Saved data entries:
[Start of section]

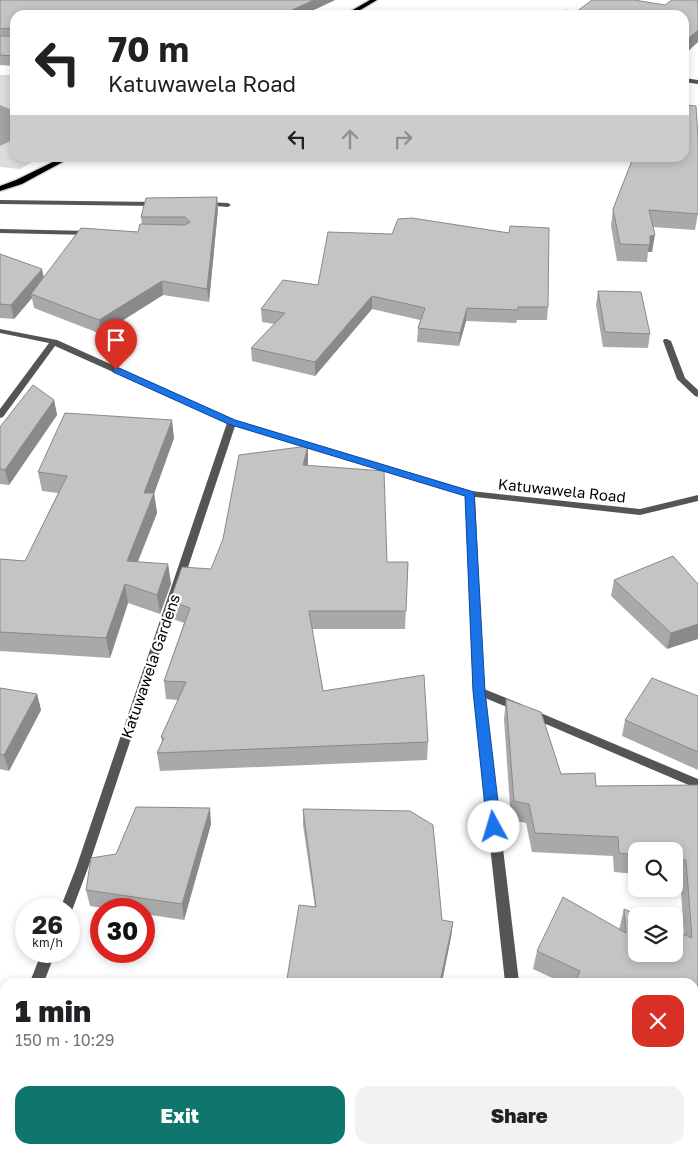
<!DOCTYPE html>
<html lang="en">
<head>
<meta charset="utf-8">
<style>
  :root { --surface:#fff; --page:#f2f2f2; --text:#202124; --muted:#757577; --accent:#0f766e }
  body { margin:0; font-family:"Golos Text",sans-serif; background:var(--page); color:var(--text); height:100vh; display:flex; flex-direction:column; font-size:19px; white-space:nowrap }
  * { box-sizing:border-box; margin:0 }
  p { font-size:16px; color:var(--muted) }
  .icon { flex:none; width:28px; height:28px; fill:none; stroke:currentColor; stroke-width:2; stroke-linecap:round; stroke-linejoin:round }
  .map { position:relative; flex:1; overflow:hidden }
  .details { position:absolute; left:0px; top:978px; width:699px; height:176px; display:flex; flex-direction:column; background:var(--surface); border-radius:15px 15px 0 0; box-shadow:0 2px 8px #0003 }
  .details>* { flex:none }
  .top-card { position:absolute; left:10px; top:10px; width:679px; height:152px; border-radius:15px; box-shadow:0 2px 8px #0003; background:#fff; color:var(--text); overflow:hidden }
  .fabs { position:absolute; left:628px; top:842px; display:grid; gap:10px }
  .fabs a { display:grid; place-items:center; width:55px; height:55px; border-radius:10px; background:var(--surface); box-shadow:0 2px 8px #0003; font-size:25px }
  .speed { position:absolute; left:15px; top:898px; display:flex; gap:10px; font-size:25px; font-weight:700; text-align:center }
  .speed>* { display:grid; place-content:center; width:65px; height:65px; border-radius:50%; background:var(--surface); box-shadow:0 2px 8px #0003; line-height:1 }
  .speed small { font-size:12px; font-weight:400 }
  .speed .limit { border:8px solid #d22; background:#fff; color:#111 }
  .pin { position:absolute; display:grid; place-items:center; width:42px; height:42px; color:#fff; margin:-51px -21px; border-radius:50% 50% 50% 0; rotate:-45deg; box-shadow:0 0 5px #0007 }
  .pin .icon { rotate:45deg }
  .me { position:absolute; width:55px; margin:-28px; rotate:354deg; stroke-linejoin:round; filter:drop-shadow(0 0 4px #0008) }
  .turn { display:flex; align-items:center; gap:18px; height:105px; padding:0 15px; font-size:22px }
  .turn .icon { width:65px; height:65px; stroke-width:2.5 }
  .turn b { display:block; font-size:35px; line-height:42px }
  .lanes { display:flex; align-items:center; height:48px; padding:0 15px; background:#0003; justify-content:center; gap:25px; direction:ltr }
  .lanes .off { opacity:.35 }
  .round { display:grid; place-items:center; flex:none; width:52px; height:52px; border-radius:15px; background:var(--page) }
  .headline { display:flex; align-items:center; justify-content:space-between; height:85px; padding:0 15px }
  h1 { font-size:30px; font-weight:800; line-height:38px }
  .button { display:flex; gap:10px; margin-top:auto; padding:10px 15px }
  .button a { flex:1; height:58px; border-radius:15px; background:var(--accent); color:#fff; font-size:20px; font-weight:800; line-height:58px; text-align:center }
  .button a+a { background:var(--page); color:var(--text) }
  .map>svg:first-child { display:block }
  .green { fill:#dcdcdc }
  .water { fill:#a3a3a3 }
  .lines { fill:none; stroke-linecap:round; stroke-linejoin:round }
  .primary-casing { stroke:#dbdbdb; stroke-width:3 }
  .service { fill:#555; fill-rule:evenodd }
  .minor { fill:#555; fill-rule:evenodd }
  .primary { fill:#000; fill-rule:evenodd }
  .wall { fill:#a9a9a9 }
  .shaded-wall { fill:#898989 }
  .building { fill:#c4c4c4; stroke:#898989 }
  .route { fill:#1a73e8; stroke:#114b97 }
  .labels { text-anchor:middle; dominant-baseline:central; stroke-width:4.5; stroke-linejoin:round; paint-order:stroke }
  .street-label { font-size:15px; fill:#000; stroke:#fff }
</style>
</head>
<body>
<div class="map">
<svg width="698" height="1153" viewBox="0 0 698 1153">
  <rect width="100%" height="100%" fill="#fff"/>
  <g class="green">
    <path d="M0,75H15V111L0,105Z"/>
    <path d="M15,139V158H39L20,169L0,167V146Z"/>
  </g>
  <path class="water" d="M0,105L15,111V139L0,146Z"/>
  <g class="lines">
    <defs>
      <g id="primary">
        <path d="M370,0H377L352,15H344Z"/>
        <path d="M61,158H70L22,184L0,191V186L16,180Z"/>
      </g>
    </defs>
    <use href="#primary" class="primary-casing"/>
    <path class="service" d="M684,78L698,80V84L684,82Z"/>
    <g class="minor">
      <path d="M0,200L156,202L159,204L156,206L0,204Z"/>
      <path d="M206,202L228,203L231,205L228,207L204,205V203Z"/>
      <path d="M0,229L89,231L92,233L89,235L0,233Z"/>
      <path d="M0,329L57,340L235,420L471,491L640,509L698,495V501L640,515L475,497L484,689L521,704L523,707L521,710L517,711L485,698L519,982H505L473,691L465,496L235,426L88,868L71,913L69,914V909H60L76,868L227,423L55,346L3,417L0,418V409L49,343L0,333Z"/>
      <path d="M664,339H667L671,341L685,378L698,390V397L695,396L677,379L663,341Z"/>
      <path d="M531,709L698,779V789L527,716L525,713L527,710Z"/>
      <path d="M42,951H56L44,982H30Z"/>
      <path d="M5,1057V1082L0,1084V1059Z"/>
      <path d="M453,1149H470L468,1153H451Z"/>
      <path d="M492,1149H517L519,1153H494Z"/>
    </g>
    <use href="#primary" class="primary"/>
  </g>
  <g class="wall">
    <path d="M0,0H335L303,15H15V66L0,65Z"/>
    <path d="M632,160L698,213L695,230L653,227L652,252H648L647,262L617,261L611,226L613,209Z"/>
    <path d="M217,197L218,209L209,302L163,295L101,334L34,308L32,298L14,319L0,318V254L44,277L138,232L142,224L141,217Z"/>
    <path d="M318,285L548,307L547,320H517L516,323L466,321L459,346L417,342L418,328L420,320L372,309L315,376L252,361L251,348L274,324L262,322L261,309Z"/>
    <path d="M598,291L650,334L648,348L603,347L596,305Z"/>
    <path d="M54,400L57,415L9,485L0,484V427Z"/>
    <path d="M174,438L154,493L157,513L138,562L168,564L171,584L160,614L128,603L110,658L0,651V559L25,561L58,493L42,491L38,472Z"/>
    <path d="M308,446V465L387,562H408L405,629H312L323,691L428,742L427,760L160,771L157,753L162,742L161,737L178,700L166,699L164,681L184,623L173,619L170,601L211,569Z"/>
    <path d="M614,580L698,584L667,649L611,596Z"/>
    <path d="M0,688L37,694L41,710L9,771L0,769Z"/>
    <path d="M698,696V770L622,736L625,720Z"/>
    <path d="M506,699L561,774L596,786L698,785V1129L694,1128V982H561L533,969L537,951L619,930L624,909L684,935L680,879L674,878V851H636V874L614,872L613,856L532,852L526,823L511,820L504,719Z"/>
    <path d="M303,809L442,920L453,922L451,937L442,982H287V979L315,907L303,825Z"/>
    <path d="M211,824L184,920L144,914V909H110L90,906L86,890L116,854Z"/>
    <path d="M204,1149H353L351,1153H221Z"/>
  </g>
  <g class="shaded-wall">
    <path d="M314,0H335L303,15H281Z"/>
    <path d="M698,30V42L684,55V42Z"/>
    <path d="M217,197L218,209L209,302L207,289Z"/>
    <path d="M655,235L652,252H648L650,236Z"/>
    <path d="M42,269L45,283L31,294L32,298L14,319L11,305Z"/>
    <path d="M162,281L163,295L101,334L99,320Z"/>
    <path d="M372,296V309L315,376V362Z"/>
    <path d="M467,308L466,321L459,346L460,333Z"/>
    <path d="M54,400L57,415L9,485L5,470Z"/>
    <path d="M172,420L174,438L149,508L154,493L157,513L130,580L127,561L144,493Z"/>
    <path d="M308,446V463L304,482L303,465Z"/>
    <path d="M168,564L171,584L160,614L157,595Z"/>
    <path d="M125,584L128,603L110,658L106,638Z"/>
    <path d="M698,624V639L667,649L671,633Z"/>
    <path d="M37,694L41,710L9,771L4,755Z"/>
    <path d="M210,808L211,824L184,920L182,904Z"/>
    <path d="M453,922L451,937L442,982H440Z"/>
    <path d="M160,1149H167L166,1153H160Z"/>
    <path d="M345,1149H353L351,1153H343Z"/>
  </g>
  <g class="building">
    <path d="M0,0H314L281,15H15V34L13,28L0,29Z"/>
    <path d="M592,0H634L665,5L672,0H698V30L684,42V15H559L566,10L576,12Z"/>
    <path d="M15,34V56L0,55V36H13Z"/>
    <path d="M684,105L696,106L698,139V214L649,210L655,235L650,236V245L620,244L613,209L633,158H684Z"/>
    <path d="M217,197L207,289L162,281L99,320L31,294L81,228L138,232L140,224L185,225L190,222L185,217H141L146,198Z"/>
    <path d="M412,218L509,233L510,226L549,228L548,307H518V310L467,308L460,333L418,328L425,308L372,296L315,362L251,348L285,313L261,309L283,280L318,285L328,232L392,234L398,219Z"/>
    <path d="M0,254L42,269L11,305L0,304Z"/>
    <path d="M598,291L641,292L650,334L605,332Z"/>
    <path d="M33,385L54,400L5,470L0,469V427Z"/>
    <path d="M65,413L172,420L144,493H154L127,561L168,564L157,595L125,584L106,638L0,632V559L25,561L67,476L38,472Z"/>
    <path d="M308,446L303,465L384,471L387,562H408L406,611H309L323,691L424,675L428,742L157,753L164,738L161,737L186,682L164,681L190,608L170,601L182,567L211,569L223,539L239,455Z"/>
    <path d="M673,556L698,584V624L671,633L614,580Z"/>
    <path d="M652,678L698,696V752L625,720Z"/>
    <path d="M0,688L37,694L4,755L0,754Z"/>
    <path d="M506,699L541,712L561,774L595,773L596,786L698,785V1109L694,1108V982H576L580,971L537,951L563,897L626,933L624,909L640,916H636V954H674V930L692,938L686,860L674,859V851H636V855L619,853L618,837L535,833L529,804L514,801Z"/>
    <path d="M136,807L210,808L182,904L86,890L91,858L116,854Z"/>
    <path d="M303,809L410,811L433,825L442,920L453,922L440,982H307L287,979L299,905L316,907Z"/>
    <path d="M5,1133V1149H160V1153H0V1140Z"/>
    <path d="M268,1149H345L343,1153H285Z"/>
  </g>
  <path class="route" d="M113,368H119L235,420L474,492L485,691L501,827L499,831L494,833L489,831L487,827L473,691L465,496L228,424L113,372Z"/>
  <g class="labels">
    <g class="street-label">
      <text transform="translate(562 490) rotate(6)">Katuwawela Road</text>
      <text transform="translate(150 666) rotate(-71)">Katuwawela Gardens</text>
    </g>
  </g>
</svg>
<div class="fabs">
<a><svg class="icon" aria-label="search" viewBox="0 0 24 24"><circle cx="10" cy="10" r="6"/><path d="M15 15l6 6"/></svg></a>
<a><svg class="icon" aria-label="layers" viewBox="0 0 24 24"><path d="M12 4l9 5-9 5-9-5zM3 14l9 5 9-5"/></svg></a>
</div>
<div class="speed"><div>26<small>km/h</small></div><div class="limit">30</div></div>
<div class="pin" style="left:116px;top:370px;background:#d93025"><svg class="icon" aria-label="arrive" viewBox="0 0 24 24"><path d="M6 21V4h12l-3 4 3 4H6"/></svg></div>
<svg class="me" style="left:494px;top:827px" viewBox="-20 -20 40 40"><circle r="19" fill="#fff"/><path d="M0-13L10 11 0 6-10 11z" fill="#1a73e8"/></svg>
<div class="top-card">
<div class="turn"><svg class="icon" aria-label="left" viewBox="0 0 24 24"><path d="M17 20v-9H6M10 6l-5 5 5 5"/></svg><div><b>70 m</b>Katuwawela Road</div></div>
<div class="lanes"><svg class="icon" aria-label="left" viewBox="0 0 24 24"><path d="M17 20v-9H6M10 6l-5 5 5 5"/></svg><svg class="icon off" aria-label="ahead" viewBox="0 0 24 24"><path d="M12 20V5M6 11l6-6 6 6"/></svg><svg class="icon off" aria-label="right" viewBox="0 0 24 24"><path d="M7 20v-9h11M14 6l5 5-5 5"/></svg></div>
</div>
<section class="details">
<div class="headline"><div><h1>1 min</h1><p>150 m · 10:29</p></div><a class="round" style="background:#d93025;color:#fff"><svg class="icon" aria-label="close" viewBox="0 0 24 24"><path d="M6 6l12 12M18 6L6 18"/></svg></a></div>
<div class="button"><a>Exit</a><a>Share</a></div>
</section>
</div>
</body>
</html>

[End of section]

--- EXERCISE ---
Copy, word for word, the entries above from the first line to the line that holds "--surface:#fff; --page:#f2f2f2; --text:#202124;". Drop the pictures.

--- ANSWER SECTION ---
<!DOCTYPE html>
<html lang="en">
<head>
<meta charset="utf-8">
<style>
  :root { --surface:#fff; --page:#f2f2f2; --text:#202124; --muted:#757577; --accent:#0f766e }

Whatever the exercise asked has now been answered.